The team’s work – which is not only a lifeline for endangered marine animals but also helps combat climate change – is supported by the Borderlands Restoration Network (BRM), a United States-based conservation organization.
“Mangroves are an important species [in the fight] against climate change,” Mellado said.
“They’re a natural breeding ground … where life happens and species reproduce. They’re like nurseries of the sea, … that’s where their importance comes from. They reduce the intensity of swells during storms, they reduce the intensity of wind. People who live near mangroves are more protected – they’re biophysical barriers,” he said.
To ensure the ongoing health of mangrove forests off the coast of southern Sonora, the team led by Mellado recently planted 4,200 seedlings. The mangroves were grown in a nursery built at his home with money provided by the team members themselves as well as funding from the BRM.
“The project begins with the collection of seedlings from the mangroves in August. They’re known as ‘seeds’ but they’re not, … mangroves are viviparous [life-bearing] plants and what emerges is a seedling almost ready to become a tree, it just needs a place where it can take root and establish itself,” Mellado said.
Once the seedlings have developed they are replanted in the ecosystem from which they they were taken. The 4,200 plants were reintroduced to the Canal del Infiernillo late last year.
“Recent research shows that mangroves and seagrasses … store more carbon that any land ecosystem so their conservation and restoration are recognized as strategies for the mitigation … of climate change,” said Laura Monti, a cultural ecologist and BRM board member.
“The Ramsar protected area within the Canal del Infiernillo is about 30,000 hectares and seagrass covers 9,725 hectares – in other words more than in any other place on the entire Pacific side of Mexico,” said Gary Nabhan, a noted agricultural ecologist and ethnobotanist who collaborates with the BRM.
“It captures approximately 46,000 tonnes of carbon per year; that’s more than in any place in the Gulf [of California]. The blue carbon capture of sea plants is greater per hectare than the majority of … forests and jungles on land,” he said.
Despite the immense benefits generated by the conservation of mangroves and seagrasses, the Mexican government hasn’t supported Mellado’s initiative.
“The National Forest Commission doesn’t consider mangroves as forest species … [worthy] of support for community work,” he said.

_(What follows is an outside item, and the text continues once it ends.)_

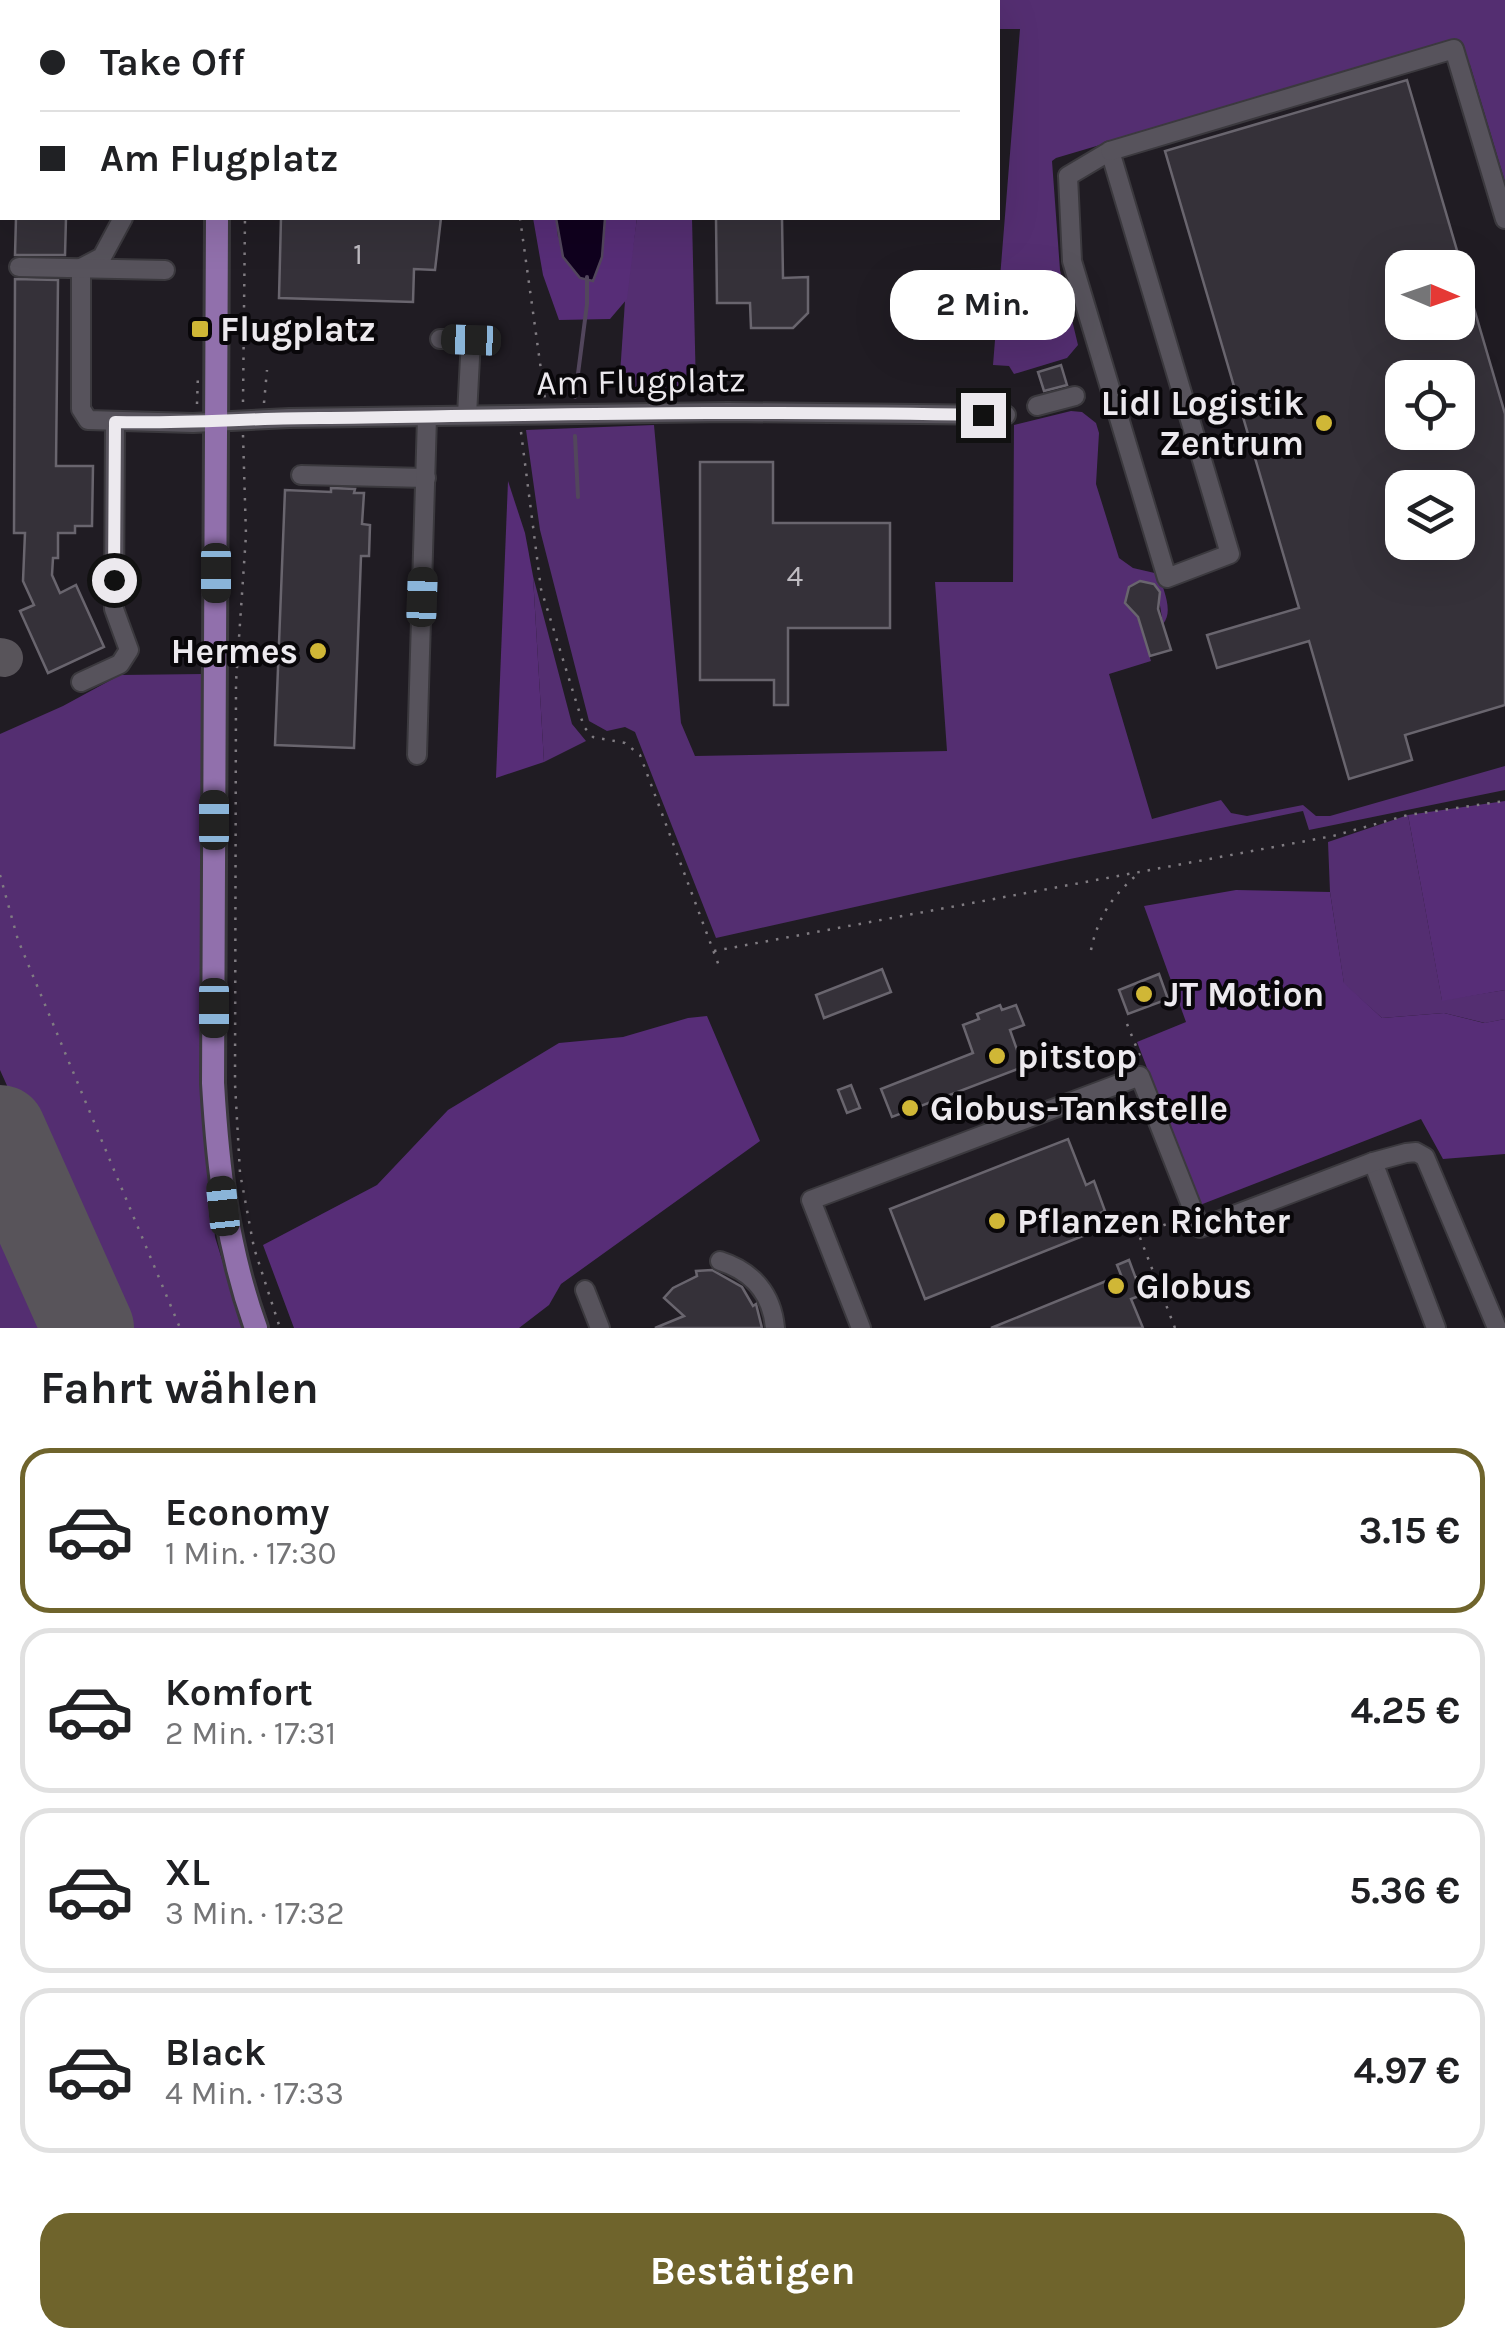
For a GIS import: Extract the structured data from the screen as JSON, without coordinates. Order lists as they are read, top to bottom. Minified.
{"streets":{"street":["Am Flugplatz"]},"places":{"transit":["Flugplatz"],"other":["Lidl Logistik Zentrum","Hermes","JT Motion","pitstop","Globus-Tankstelle","Pflanzen Richter","Globus"]},"house_numbers":["1","4"],"north":"right","page":{"banner":["Take Off","Am Flugplatz"],"bubble":"2 Min.","heading":"Fahrt wählen","list":[{"name":"Economy","note":"1 Min. · 17:30","value":"3.15 €"},{"name":"Komfort","note":"2 Min. · 17:31","value":"4.25 €"},{"name":"XL","note":"3 Min. · 17:32","value":"5.36 €"},{"name":"Black","note":"4 Min. · 17:33","value":"4.97 €"}],"buttons":"Bestätigen"}}
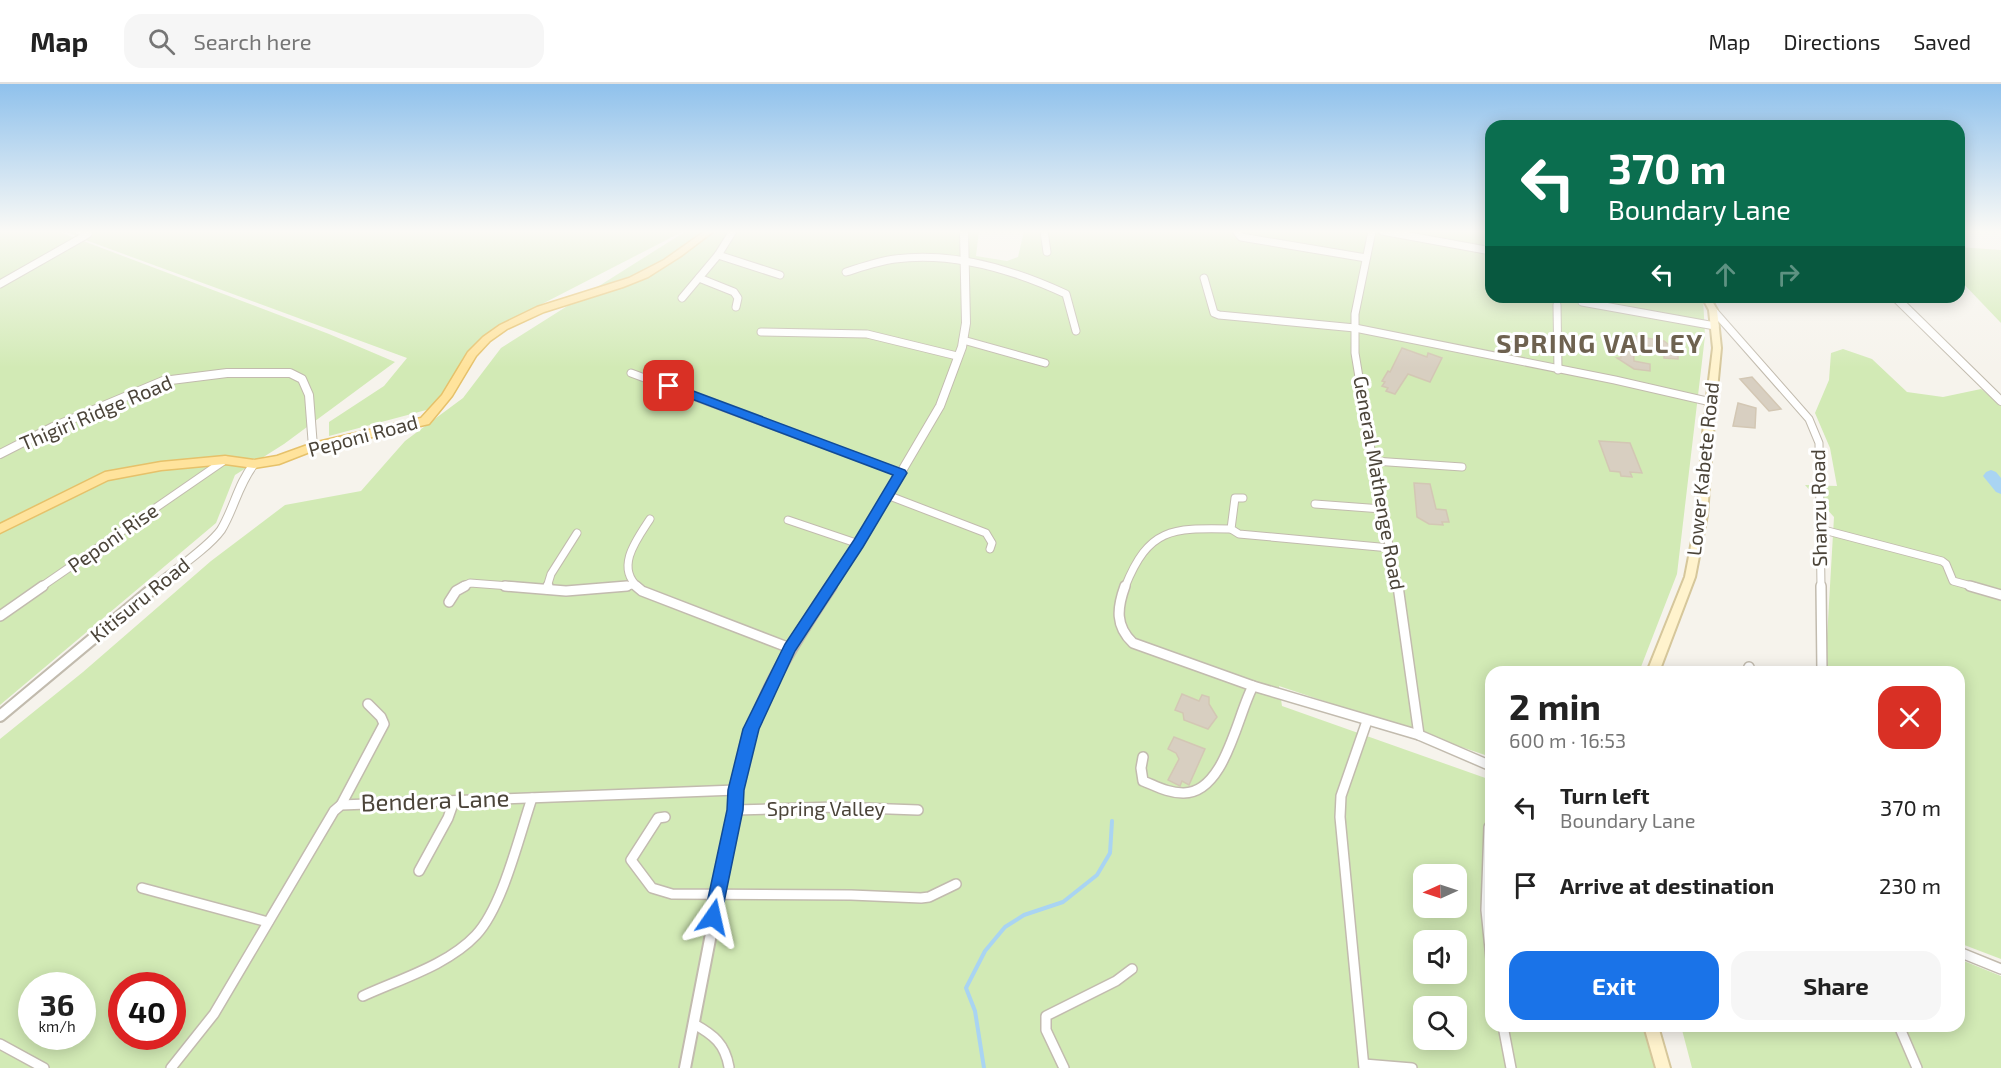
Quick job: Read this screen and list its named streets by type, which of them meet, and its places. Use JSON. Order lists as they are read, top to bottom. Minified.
{"streets":{"main road":["Peponi Road","Lower Kabete Road"],"street":["Thigiri Ridge Road","General Mathenge Road","Shanzu Road","Peponi Rise","Kitisuru Road","Bendera Lane","Spring Valley"]},"crossings":[["Thigiri Ridge Road","Peponi Road"],["Peponi Road","Peponi Rise"],["Peponi Road","Kitisuru Road"],["Lower Kabete Road","Shanzu Road"]],"districts":["SPRING VALLEY"],"north":"left","page":{"header":"Map","search":"Search here","nav":["Map","Directions","Saved"],"turn":["370 m","Boundary Lane"],"heading":["2 min","600 m · 16:53"],"list":[{"name":"Turn left","note":"Boundary Lane","value":"370 m"},{"name":"Arrive at destination","value":"230 m"}],"buttons":["Exit","Share"],"speed":"36 km/h","limit":"40"}}
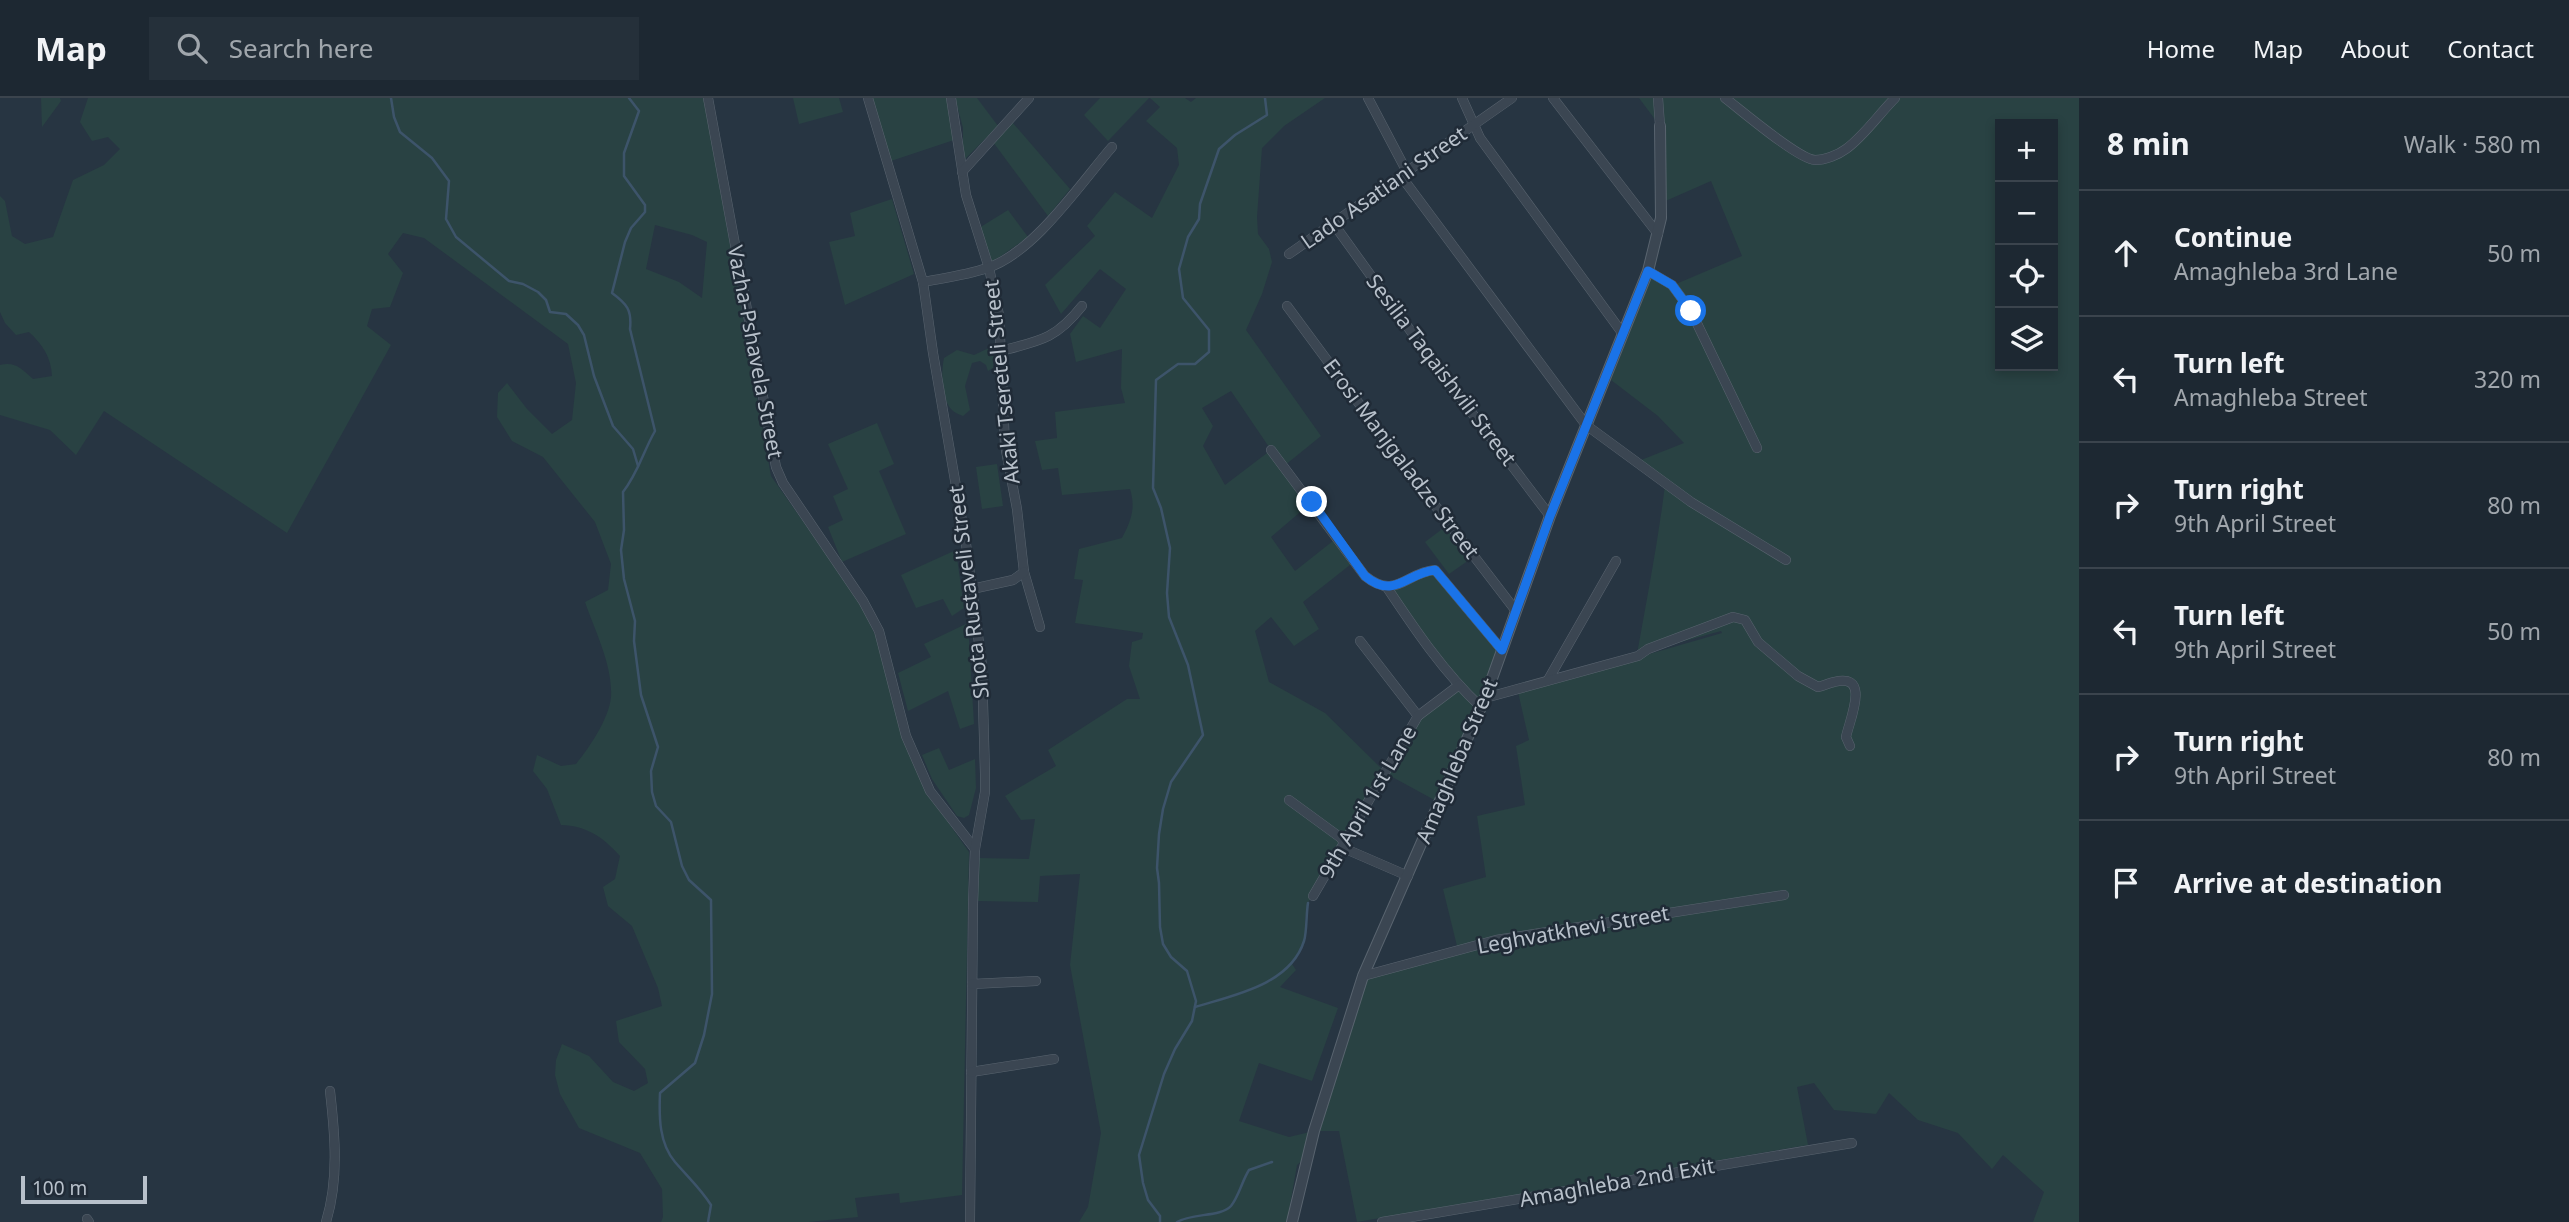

The conservationist said the lack of government support has prevented his team from undertaking its project on a larger scale. He said they and other environmental groups are unable to access the funding they need to carry out projects on a scale that would “truly provoke a transformation in the environment.”
While the Comcaac people’s guardianship of the mangroves in their ancestral waters is undoubtedly invaluable, the impact of replanting 4,000 mangroves per year is only “minor,” Mellado said.